In a study carried out in the state of Rio de Janeiro, Salmonella was recovered in 45.5% of the samples of evisceration tables (LÁZARO et al., 1997). In this case, the company did not have a continuous and automatic cleaning-in-place procedure, and this fact probably influenced the high levels of contamination observed.

Detection of Salmonella sp. on the surface of inspection tables corroborates the results of studies that point out pigs as the main sources of contamination in slaughterhouses. Contamination is spread both by the slaughter process (SMELTZER, 1984) and by inspection activities, such as the incision of lymph nodes carried out by inspection assistants in the post-mortem examination.

Salmonella was not isolated from any of the samples collected from gloves of handlers, and only 5% of the swabs of knife blades showed the agent (Table 1). SWANENBURG et al. (2001b), in the assessment of Salmonella prevalence on the hands of slaughterhouse butchers, reported that 5% of the samples were positive for the agent. Negative results for the gloves of inspection assistants and the low prevalence (2/40) observed in the knives used in lymph node inspection indicate that, as far as handlers are considered, adequate operational hygiene practices were employed in the facility studied. However, positive results in this kind of sample show that the inspection staff should redouble their efforts to achieve impeccable hygienic practices. According to SCHRAFT et al. (1992), Salmonella sp. may frequently be identified on hands of workers, work surfaces and equipment, demonstrating the occurrence of cross-contamination between the carcasses and these surfaces, and underscoring the need for a well-implemented operational hygiene program. The alternate use of two different knives kept in running water over 82.2ºC is one of the methods employed to prevent that contamination from the mouths and intestines of the animals is transferred to the carcasses. Therefore, employee training is essential to prevent problems in these stages of the process.

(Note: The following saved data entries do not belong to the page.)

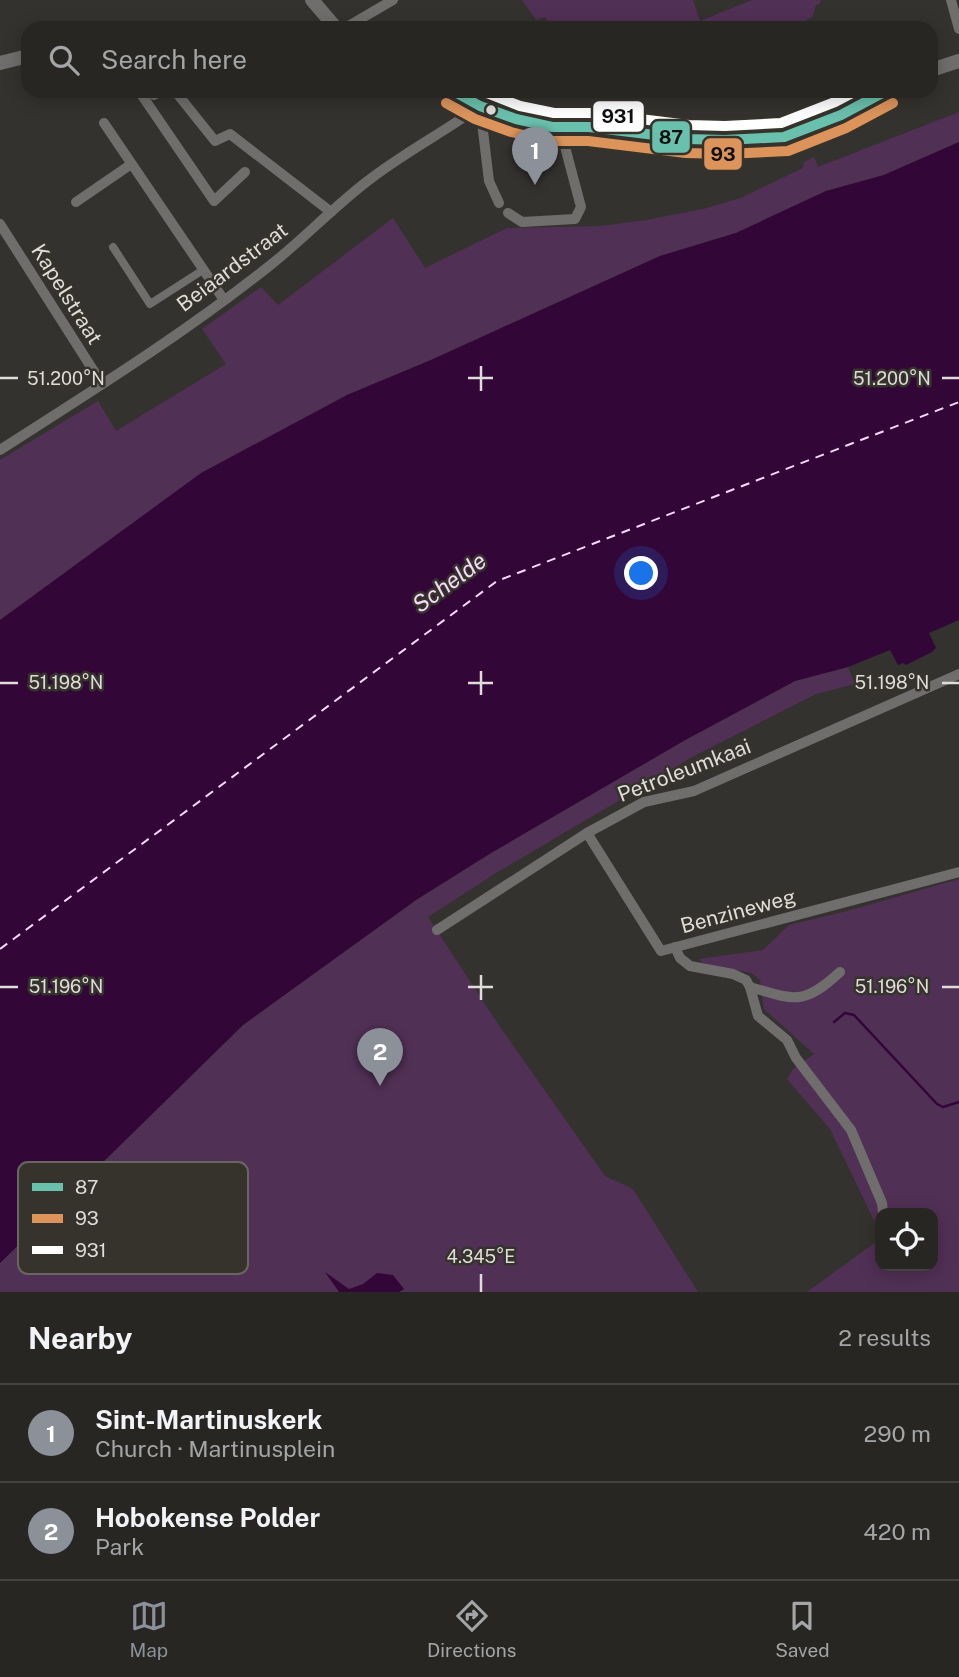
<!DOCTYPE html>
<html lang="en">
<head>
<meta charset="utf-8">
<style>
  :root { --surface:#272623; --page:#333230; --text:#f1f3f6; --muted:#a4a5a6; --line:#434341; --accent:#8c9099 }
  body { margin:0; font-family:"Public Sans",sans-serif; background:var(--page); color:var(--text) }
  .controls { position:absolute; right:21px; bottom:21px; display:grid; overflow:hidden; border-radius:14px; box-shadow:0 4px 18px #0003 }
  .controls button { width:63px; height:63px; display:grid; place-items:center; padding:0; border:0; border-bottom:2px solid var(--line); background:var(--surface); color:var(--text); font:35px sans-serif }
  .you { position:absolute; left:642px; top:574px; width:24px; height:24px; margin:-18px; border:5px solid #fff; border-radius:50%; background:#1a73e8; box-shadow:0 0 0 10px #1a73e833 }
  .badge { display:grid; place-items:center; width:46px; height:46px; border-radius:50%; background:var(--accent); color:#fff; font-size:23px; font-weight:700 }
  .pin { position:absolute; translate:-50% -58px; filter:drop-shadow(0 2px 4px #0008) }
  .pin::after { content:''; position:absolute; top:37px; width:24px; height:21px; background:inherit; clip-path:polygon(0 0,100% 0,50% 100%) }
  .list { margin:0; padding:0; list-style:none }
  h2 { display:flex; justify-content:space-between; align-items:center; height:91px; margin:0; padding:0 28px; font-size:30px }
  h2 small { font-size:23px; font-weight:400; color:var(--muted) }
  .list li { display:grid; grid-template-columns:46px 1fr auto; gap:21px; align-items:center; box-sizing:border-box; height:98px; padding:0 28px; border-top:2px solid var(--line) }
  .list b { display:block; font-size:26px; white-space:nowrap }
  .list p { margin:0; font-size:23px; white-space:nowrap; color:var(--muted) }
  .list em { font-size:23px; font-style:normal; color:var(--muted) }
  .icon { flex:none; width:38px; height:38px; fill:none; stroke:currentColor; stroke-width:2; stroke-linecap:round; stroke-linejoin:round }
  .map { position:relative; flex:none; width:959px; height:1292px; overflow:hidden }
  .search { position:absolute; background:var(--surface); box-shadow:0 4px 18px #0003; left:21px; right:21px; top:21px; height:77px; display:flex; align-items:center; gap:18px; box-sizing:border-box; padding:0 24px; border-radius:21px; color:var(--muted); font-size:26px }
  .sheet { height:287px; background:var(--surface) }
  nav { display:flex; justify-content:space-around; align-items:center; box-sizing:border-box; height:98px; border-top:2px solid var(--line); background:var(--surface); font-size:19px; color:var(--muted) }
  nav a { display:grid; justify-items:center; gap:4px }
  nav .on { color:var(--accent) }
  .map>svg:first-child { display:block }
  .green { fill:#513055 }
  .water { fill:#330638 }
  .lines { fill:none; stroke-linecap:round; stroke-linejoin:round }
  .stream { stroke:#330638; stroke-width:2.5 }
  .ferry { stroke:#f6d8f9; stroke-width:2; stroke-dasharray:9 7; stroke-linecap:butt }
  .pedestrian { stroke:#706e6d; stroke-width:8 }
  .minor { stroke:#706e6d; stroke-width:10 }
  .tertiary { stroke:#706e6d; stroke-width:14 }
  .bus-1-casing { stroke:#36332d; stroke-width:16 }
  .bus-2-casing { stroke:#36332d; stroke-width:16 }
  .bus-3-casing { stroke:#36332d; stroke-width:16 }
  .bus-1 { stroke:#69c0ac; stroke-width:10 }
  .bus-2 { stroke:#dc945b; stroke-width:10 }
  .bus-3 { stroke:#fff; stroke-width:10 }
  .ticks { fill:none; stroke:#dfddd9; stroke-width:2.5 }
  .bus-dot { fill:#dfddd9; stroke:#36332d; stroke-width:2.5 }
  .labels { text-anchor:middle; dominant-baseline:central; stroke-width:5; stroke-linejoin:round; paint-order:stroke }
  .street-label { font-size:21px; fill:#dfddd9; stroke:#36332d }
  .water-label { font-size:23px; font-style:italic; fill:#f6d8f9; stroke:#36332d }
  .key { fill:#36332d; stroke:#696661; stroke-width:2 }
  .key-label { font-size:19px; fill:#dfddd9 }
  .ticks-label { font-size:18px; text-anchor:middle; fill:#dfddd9; stroke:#36332d; stroke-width:5; stroke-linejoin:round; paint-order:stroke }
  .line-badge { stroke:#36332d; stroke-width:2.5 }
  .pale-badge-label { font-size:19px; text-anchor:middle; font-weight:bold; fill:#111 }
</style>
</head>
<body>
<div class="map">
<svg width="959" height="1292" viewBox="0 0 959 1292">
  <rect width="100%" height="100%" fill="#34322f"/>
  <g class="green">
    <path d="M522,0H693L700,21L752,0H820L821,3L816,5L812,17L802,23L804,28H551L545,17L536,20Z"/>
    <path d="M959,112V142L884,175L826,191L736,233L660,256L431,360L347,395L290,426L0,620V460L98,401L116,431L226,364L202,329L261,287L278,305L393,218L425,268L507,228L601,226L646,220L703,209L741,198L803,168L804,162L814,157L818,167Z"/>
    <path d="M848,667L855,684L816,694L696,755L496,873L428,917L500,1027L605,1176L633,1189L698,1292H0V1263L243,1025L416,900L491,853L687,739L795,681Z"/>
    <path d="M959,879V1292H807L880,1239V1266H933V1213H880V1233L830,1129L787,1079L793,1069L814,1054L764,1009L760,980L751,973L704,964L699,959L763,950L789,925L851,910Z"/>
  </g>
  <g class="water">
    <path d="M959,142V620L929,633L936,648L932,652L906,665L903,663L898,665L890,650L848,667L795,681L687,739L491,853L416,900L243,1025L0,1263V620L201,473L347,395L431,360L660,256L736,233L826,191L884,175Z"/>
    <path d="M325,1272L349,1289L363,1284L377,1273L393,1275L404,1289L399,1292H339Z"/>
  </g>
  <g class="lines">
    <path class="stream" d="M834,1022L845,1013L854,1015L937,1104L943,1107L959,1102"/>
    <path class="ferry" d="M0,949L497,581L959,402"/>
    <path class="pedestrian" d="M113,247L150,304L203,270"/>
    <g class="minor">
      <path d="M951,0L959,29"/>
      <path d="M345,28L393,0"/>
      <path d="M139,91L214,201L245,172"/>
      <path d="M175,91L215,141L230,134L331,212"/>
      <path d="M154,95L161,91"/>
      <path d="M480,106L489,181L499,203"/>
      <path d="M104,123L224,300"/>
      <path d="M76,202L130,165"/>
      <path d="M508,213L522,222L575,219L581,207L560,128"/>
      <path d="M0,224L102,384"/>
      <path d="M0,450C92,391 187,332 273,263C304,238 333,208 365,183C401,154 443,133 480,106"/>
      <path d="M587,833L661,951L959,872"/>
      <path d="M437,930L587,833L644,802L694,791L959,674"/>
      <path d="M675,947L680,958L690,966L733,974L746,980L750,987L758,1016L787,1040L796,1058L851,1130L882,1203L883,1213"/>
      <path d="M750,987C795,1000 803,1006 840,972"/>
    </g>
    <g class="tertiary">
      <path d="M312,0L336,28"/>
      <path d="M0,63L28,56"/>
      <path d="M931,70L959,61"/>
      <path d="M453,91L480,106L516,119L552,127H589L688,139L725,140L784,137L841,115L886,91"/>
    </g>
    <g class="bus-1-casing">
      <path id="bus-1" d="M453,91L480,106L516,119L552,127H589L688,139L725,140L784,137L841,115L886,91"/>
    </g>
    <g class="bus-2-casing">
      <path id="bus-2" d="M446,103L475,119L511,132L549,141H588L686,153L725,154L788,151L846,128L893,103"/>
    </g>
    <g class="bus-3-casing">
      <path id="bus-3" d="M482,91L520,106L554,113H591L689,125L725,126L781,123L835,102L856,91"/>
    </g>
    <use href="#bus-1" class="bus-1"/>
    <use href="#bus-2" class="bus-2"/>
    <use href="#bus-3" class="bus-3"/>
  </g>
  <path class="ticks" d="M481,366V391M0,378H18M468,378H493M942,378H959M481,671V695M0,683H18M468,683H493M942,683H959M481,975V1000M0,987H18M468,987H493M942,987H959M481,1274V1292"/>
  <circle class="bus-dot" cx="491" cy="110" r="6"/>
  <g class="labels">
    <g class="street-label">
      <text transform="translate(232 267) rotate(-37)">Beiaardstraat</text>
      <text transform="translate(67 294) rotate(58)">Kapelstraat</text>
      <text transform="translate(684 770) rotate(-21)">Petroleumkaai</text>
      <text transform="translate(738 911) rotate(-15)">Benzineweg</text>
    </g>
    <g class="water-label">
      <text transform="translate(449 582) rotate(-36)">Schelde</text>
    </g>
  </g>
  <rect x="18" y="1162" width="230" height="112" rx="10" class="key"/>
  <rect x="32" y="1183" width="31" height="8" fill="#69c0ac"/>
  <rect x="32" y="1214" width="31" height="9" fill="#dc945b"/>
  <rect x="32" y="1246" width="31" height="8" fill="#fff"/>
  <g class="key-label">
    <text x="75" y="1194">87</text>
    <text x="75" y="1225">93</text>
    <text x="75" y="1257">931</text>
  </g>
  <g class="ticks-label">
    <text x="66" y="385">51.200°N</text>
    <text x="892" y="385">51.200°N</text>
    <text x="66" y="689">51.198°N</text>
    <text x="892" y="689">51.198°N</text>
    <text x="66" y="993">51.196°N</text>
    <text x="892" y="993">51.196°N</text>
    <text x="481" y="1263">4.345°E</text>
  </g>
  <g class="line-badge">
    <rect x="592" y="100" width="53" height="33" rx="7" fill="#fff"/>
    <rect x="651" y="120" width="40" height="34" rx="7" fill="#69c0ac"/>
    <rect x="703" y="137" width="40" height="34" rx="7" fill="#dc945b"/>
  </g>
  <g class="pale-badge-label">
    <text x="618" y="123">931</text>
    <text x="671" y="144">87</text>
    <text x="723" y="161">93</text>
  </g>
</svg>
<div class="controls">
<button><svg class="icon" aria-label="locate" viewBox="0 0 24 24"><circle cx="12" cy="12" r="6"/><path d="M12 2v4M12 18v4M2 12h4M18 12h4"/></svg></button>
</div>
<div class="you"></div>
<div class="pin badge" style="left:535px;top:185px">1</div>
<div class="pin badge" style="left:380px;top:1086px">2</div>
<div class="search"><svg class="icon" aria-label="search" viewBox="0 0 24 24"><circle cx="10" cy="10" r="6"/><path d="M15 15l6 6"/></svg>Search here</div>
</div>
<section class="sheet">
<h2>Nearby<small>2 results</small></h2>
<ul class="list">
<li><span class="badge">1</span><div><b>Sint-Martinuskerk</b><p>Church · Martinusplein</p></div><em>290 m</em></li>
<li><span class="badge">2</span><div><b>Hobokense Polder</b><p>Park</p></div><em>420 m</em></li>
</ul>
</section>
<nav>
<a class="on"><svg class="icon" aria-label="map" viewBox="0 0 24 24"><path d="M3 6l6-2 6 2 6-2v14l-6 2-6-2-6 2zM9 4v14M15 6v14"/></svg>Map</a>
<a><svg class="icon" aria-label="directions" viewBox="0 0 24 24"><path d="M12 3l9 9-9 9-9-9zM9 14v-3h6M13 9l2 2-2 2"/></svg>Directions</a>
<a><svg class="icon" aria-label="saved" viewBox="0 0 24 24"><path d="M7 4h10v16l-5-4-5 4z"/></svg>Saved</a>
</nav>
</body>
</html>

Ten different serovars were identified in the study (Table 2). The most frequent ones were Typhimurium (28.2%; 11/39), followed by Derby (17.8%; 7/39) and Bredeney (15.4%; 6/39). Serovar Typhimurium was isolated both in mesenteric lymph nodes and knives in replication E, as shown in Table 1. On the other hand, serovar Panama was detected both in mesenteric lymph nodes and inspection tables in replication A. Serovar Derby was also detected in mesenteric lymph nodes and inspection tables in replication B. The presence of the same serovar in mesenteric lymph nodes and on surfaces in the slaughterhouse environment suggests the spread of the agent during the slaughter process. However, this fact would only be definitively proven by molecular characterization of the cultures.

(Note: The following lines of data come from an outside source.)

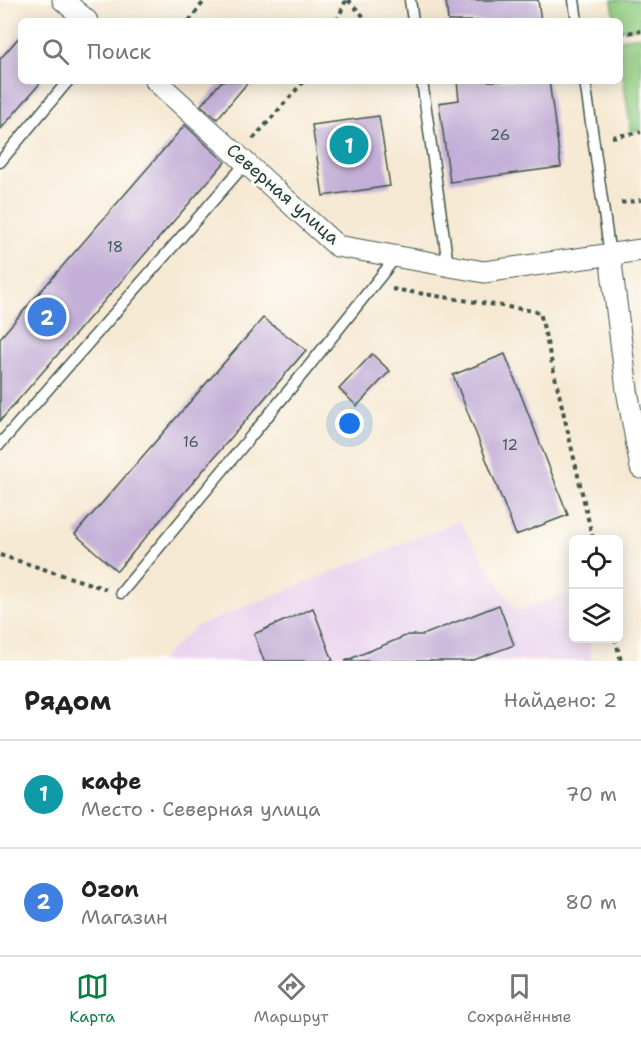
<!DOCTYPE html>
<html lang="ru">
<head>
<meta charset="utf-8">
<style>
	:root { --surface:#fff; --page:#f6f6f6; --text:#222; --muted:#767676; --line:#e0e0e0; --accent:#0b8043 }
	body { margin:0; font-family:"Shantell Sans",sans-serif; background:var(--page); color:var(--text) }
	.controls { position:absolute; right:18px; bottom:18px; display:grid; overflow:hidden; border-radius:9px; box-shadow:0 3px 15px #0003 }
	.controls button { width:54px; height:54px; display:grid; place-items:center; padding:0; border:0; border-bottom:2px solid var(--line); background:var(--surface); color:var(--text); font:30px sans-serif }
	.you { position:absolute; left:350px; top:424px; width:21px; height:21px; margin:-15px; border:4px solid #fff; border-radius:50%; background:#1a73e8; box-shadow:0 0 0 9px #1a73e833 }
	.badge { display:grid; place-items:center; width:39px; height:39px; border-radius:50%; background:var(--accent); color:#fff; font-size:20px; font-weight:700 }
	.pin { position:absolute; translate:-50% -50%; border:3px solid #fff; box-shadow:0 2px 6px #0006 }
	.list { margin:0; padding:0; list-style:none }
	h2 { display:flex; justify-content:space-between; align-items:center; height:78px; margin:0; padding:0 24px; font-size:26px }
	h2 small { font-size:20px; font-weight:400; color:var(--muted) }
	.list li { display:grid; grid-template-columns:39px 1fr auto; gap:18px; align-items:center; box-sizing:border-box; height:108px; padding:0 24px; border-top:2px solid var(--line) }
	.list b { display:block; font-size:22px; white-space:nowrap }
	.list p { margin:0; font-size:20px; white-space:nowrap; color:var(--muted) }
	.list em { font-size:20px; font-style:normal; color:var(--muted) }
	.icon { flex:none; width:33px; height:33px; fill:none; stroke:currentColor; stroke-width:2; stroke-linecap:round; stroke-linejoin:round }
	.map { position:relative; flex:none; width:641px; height:661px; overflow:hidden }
	.search { position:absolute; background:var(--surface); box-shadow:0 3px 15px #0003; left:18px; right:18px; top:18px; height:66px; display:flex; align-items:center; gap:15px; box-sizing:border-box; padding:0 21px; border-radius:9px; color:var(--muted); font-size:22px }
	.sheet { height:294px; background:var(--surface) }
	nav { display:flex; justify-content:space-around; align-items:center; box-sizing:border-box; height:84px; border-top:2px solid var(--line); background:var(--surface); font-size:16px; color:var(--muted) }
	nav a { display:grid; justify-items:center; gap:3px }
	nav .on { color:var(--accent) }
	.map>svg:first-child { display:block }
	.built { fill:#e9d2ee }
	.green { fill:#8fcb80; stroke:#57845a; stroke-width:1.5 }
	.building { fill:#c3afd7 }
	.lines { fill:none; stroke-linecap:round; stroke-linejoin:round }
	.service-casing { stroke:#3f574c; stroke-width:13 }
	.minor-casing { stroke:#3f574c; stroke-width:23 }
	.path { stroke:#3f574c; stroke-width:4; stroke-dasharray:4.5 4.5; stroke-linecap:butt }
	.service { stroke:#fff; stroke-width:10 }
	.minor { stroke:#fff; stroke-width:21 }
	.labels { text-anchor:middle; stroke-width:6; stroke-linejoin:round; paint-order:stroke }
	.number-label { font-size:15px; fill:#485a5d }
	.street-label { font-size:18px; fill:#1f3d34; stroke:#fdfcf7 }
</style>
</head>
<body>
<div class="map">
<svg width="641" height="661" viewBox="0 0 641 661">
	<rect width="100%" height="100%" fill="#fdfcf7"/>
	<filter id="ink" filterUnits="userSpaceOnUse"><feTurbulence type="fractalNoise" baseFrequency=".0167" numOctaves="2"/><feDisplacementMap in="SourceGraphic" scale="12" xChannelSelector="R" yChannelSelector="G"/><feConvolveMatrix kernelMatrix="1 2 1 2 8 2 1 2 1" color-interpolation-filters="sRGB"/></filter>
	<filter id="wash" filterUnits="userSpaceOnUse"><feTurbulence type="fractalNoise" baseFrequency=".008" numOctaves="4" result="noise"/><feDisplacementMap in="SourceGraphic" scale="24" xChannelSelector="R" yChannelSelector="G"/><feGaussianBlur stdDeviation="1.35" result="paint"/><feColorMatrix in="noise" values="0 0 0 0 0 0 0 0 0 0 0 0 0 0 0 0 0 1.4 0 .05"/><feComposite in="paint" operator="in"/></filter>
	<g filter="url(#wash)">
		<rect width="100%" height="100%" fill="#f6e9d3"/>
		<path class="built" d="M459,521l57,90 57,-19 1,46 15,1 3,22h-433l36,-34z"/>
		<path class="green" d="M612,0h29v27l-21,3v-9h-5z
			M641,36v94l-10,1 -11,-76v-16z"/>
		<g id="blocks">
			<path class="building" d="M446,0h92l3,21h-93z
				M21,35v46h21l-42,49v-71z
				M222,81h27l-32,38 -16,-14z
				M457,81h92l12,86 -111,15 -11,-79 20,-3z
				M379,116l11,70 -67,10 -11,-71z
				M185,125l40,37 -225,259v-83z
				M263,318l43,32 -189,221 -42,-37z
				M372,354l18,17 -33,35 -18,-17z
				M505,354l63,161 -52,20 -63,-160z
				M499,605l15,40 -43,16h-126l63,-26h15z
				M313,608l20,53h-69l-10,-27z"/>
		</g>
	</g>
	<g filter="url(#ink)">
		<use href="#blocks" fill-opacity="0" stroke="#3f574c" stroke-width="1.5"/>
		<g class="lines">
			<defs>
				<path id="service" d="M410,0l3,21
					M574,0l3,21
					M422,81l26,184
					M585,81l25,174
					M0,162l68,-81
					M0,444l246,-281
					M121,593l184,-222 91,-114"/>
				<path id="minor" d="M63,0l24,21
					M156,81l181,165 147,26 157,-22
					M610,255l17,135 14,78"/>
			</defs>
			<use href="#service" class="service-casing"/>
			<use href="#minor" class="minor-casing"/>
			<path class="path" d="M348,0l20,21
				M189,21l16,-21
				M337,21l9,-21
				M620,34l21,-3
				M612,137l29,-5
				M253,139l51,-58
				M621,203l20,-3
				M392,289l148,23 53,228
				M0,555l106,34
				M615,638l6,23"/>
			<use href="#service" class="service"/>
			<use href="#minor" class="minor"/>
		</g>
	</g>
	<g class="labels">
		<g class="number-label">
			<text x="500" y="140">26</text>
			<text x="115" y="252">18</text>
			<text x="191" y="447">16</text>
			<text x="510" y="450">12</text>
		</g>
		<g class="street-label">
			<text transform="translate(283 194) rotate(41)" y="6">Северная улица</text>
		</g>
	</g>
</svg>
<div class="controls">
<button><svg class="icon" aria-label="locate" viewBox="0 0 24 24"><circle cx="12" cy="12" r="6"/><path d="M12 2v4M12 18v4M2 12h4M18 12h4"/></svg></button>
<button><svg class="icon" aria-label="layers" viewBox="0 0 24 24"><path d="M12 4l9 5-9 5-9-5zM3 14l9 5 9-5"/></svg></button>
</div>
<div class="you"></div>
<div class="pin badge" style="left:349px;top:145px;background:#0f9aa8">1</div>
<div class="pin badge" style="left:47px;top:317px;background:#3f7fe0">2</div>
<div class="search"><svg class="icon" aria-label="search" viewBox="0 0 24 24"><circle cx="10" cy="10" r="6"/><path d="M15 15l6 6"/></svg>Поиск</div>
</div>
<section class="sheet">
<h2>Рядом<small>Найдено: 2</small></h2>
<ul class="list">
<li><span class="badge" style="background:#0f9aa8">1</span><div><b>кафе</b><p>Место · Северная улица</p></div><em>70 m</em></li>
<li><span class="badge" style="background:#3f7fe0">2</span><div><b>Ozon</b><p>Магазин</p></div><em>80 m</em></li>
</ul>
</section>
<nav>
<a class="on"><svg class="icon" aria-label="map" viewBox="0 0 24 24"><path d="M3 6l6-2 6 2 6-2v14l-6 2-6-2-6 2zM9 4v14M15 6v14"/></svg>Карта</a>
<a><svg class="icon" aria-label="directions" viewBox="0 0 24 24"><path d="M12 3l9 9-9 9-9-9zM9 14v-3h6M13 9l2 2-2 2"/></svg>Маршрут</a>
<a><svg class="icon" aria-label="saved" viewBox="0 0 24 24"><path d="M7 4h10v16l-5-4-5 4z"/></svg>Сохранённые</a>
</nav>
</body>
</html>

Serovar Bredeney was isolated only in white viscera inspection tables (35.3% 6/17) and was not detected in mesenteric lymph nodes or other surfaces. This serovar may have come from previous groups of slaughtered animals, and remained in the slaughterhouse environment due to deficient cleaning practices. BERSOT (2005), in Parana, detected Salmonella on the surface of inspection tables even after operational hygiene procedures. According to SWANENBURG et al. (2001b), Salmonella serovars may survive in certain niches of the slaughterhouse environment and may become part of the resident microbiota. In fact, contaminated slaughterhouse equipment seem to have a more important role in the final contamination level of carcasses than handlers, once bacterial growth may occur inside or on the surface of equipment throughout the day (HALD et al., 2001). This observation was corroborated by the results obtained for the hands of the employees (Table 1), demonstrating that frequent hand washing, an important procedure of operational hygiene, is essential to reduce environmental contamination, mainly that caused by the post-mortem inspection staff.